L’existence de cette matière insaisissa­ble a été postulée pour expliquer certaines observatio­ns, notamment la cohésion des galaxies dans les amas. Sans elle, les galaxies seraient en quelque sorte trop légères et se disloquera­ient sous l’effet de la rotation. Au total, une quarantain­e d’expérience­s dans le monde essaient en ce moment de détecter la matière noire. « C’est peut-être là qu’il y a le plus d’efforts de recherche, commente Jean-François Arguin, qui travaille pour l’expérience ATLAS au Grand collisionn­eur de hadrons (LHC), à Genève. Nous essayons de créer des particules de matière sombre au LHC. Pour l’instant, nous n’avons rien trouvé, mais on n’a analysé qu’environ 1 % des données. On essaie maintenant de détecter des signaux faibles dans les 99 % restants. » Les chasseurs de matière noire nous le promettent : ils auront la réponse d’ici 5 à 10 ans.

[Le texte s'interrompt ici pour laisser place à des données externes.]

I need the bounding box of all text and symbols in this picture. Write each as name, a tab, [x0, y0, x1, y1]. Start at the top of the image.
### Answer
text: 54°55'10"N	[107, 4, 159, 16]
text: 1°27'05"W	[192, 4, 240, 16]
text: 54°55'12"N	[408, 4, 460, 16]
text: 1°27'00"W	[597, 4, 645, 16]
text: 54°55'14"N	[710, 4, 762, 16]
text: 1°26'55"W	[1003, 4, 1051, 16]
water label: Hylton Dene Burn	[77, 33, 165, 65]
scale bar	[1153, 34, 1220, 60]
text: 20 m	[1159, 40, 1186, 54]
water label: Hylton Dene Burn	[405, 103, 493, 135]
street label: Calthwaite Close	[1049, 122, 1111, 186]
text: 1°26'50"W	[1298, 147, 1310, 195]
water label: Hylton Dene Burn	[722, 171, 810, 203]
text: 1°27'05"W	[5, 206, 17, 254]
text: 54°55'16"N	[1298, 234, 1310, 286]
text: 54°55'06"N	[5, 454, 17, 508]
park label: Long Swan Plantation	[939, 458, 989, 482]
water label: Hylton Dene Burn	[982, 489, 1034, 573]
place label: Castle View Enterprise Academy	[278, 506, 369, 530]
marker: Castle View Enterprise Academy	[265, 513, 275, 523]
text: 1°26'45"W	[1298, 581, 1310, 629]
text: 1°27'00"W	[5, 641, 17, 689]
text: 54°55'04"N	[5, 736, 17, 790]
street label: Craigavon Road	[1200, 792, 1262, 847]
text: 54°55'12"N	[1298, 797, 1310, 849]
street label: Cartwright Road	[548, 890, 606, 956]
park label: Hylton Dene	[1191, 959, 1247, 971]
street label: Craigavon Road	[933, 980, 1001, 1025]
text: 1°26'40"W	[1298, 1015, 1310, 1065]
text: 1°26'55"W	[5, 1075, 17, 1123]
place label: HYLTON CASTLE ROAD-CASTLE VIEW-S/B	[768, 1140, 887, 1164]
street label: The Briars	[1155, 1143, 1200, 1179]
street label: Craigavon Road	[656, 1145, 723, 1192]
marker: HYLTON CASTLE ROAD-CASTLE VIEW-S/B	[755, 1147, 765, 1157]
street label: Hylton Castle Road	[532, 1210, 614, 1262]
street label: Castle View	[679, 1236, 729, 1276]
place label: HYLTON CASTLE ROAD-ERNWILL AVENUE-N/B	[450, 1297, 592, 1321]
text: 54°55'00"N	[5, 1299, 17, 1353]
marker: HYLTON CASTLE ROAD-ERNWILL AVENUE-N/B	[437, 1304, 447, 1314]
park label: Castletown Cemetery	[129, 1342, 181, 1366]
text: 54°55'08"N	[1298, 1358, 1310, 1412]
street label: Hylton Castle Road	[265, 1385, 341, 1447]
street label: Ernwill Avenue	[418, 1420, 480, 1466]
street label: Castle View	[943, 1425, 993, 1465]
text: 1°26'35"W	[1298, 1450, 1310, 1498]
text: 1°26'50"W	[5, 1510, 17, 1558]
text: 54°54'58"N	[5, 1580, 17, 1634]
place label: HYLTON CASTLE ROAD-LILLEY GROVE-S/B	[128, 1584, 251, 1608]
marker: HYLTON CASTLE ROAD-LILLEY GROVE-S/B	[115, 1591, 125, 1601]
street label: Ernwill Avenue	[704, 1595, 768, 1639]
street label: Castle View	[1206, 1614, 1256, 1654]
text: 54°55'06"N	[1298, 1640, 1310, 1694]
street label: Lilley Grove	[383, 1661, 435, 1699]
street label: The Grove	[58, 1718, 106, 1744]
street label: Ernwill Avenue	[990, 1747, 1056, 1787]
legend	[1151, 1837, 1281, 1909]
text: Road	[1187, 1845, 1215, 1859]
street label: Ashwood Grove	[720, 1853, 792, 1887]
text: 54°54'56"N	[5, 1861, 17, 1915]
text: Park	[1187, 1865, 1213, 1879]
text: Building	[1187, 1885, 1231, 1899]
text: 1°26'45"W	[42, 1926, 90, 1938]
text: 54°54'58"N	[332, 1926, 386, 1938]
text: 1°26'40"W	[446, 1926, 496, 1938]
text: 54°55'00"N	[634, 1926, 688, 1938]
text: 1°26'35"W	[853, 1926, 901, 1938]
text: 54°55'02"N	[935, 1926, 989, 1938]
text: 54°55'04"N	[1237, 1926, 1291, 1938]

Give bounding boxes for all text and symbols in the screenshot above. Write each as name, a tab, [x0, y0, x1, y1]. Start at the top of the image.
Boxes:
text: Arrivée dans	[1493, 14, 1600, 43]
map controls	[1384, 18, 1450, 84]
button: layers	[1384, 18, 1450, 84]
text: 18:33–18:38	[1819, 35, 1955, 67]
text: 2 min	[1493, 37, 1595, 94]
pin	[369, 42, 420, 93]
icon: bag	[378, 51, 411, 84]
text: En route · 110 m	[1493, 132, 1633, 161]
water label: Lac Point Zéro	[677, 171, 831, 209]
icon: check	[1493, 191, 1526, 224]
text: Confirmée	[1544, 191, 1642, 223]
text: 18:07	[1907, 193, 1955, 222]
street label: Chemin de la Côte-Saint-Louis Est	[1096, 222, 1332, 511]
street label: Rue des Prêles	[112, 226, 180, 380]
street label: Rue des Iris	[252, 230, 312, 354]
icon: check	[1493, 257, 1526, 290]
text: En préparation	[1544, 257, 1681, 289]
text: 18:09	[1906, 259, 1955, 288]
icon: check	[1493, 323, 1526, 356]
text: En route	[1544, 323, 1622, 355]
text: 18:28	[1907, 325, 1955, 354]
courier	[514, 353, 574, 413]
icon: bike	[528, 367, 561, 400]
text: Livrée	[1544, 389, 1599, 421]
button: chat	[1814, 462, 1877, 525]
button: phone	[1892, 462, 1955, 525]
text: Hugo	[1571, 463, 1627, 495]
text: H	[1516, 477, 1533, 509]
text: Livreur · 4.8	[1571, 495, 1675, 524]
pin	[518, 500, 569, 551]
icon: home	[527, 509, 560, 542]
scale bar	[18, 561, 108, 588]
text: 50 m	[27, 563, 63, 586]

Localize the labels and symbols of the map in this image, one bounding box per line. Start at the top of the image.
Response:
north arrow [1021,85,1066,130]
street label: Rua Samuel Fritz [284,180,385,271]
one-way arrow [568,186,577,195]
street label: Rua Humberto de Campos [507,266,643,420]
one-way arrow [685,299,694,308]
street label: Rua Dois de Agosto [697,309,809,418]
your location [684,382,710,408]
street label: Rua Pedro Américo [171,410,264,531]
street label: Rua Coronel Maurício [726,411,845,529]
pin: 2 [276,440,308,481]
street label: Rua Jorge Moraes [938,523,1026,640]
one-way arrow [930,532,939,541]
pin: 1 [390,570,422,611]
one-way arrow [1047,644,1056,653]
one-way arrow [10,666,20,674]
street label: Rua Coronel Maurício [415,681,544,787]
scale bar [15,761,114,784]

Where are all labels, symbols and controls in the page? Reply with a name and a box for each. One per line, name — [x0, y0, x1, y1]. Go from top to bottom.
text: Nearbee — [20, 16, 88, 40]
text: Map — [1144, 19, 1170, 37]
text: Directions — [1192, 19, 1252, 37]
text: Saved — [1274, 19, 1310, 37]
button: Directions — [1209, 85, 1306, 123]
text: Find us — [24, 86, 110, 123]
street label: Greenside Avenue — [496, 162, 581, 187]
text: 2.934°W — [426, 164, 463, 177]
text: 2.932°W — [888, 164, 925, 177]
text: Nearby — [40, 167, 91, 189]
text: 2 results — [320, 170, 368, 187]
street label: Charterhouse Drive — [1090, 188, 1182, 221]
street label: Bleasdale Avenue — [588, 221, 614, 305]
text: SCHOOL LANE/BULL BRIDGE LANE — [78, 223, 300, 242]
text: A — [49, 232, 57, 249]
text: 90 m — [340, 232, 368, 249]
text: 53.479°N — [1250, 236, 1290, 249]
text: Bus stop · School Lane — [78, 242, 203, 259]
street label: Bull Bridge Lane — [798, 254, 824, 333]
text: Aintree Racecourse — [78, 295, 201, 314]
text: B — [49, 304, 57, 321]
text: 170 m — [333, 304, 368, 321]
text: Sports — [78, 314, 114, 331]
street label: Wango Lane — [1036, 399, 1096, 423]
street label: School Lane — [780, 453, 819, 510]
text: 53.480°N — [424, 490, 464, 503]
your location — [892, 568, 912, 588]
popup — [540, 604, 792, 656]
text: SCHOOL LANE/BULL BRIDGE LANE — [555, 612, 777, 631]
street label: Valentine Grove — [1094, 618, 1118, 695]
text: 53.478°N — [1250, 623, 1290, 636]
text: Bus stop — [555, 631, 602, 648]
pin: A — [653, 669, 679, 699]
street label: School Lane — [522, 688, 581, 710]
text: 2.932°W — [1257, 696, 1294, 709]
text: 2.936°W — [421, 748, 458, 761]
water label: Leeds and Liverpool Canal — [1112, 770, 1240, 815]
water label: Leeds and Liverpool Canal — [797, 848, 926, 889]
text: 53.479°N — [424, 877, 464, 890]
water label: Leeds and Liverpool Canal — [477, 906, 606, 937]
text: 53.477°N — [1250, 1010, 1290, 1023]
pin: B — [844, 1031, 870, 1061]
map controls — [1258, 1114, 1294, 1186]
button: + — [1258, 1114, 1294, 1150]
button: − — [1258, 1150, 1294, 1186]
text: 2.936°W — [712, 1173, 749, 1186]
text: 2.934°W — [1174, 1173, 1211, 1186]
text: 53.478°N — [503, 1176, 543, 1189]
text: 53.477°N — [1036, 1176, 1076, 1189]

PEUT-ON « UNIFIER » L’UNIVERS?

Pour décrire l’Univers, les physiciens disposent de deux puissantes théories: la relativité d’Einstein, qui concerne la gravité et fonctionne très bien pour l’infiniment grand, et la mécanique quantique qui, elle, est parfaite pour l’infiniment petit. Mais il y a un os… Ces deux modèles, qui ont, l’un comme l’autre, révolution­né la physique au XXe siècle, sont incompatib­les !

Or, on a besoin d’une théorie unique qui fonctionne­rait à toutes les échelles et unifierait toutes les forces physiques. « Cette théorie du Tout, c’est le graal, explique le physicien Jean-François Arguin. On en a besoin pour deux raisons principale­s. D’abord, pour décrire les trous noirs, qui ont des effets macroscopi­ques dans l’Univers, mais aussi des effets quantiques. Ensuite, pour expliquer pourquoi les particules comme les protons et les électrons interagiss­ent par le biais de la gravité. »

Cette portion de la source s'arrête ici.